La mayoría de sus requerimientos guardaban relación con el dinero.

—Los granjeros no están acostumbrados a los impuestos directos —dijo Idomeneo, su secretario.

Eumeles lo fulminó con la mirada.

—Pues más les vale que se vayan acostumbrando. Esta flota me está costando todo el tesoro.

Idomeneo temía a su amo, pero movió la cadera como si estuviera en un combate de lucha.

—Muchos no pagarán.

—Pon soldados a recaudar —repuso Eumeles.

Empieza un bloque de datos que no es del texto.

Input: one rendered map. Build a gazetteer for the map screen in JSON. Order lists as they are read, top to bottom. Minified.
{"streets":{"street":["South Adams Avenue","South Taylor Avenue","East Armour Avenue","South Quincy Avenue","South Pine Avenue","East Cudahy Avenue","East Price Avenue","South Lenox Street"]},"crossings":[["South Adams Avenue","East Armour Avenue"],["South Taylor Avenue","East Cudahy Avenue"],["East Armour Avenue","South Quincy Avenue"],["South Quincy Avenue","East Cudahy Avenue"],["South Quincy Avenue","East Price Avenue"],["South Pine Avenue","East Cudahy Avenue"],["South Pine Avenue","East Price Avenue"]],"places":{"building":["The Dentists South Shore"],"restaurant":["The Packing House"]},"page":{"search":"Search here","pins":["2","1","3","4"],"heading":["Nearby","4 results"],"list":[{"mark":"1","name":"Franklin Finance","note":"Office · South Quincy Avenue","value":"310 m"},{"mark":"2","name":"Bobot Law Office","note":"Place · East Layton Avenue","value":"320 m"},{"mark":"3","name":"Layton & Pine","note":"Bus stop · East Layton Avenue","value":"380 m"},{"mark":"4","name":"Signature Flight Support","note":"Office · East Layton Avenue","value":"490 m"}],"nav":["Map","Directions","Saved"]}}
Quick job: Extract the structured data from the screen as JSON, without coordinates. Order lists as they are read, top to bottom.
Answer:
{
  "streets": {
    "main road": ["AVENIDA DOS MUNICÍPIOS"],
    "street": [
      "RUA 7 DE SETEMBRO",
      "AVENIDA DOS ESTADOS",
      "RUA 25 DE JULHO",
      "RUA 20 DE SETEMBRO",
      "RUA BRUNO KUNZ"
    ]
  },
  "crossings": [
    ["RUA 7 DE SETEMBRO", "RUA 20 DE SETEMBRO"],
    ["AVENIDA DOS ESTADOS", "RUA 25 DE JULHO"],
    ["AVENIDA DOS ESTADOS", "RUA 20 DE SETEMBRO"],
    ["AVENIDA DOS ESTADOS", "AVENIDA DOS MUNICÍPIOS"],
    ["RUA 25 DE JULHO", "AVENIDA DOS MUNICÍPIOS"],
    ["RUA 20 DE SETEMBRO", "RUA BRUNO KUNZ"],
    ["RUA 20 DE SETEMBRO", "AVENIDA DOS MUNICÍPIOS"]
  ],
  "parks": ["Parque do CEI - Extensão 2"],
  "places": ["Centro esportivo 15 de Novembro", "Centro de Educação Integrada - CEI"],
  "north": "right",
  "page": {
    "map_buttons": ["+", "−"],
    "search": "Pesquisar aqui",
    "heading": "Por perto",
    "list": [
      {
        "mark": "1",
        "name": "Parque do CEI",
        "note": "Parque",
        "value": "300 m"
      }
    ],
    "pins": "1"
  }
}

—Los hombres te llamarán tirano.

—Los hombres ya me llaman tirano. Soy un tirano. Necesito ese dinero. Encárgate de que sea recaudado. Esos pequeños granjeros necesitan parte de la independencia que les arrebataron. Cosecharíamos más grano si expulsáramos a los meotes y tuviéramos fincas grandes, como en Egipto.

Idomeneo se encogió de hombros.

—Tradicionalmente, mi señor, hemos gravado el grano cuando se cargaba en los barcos.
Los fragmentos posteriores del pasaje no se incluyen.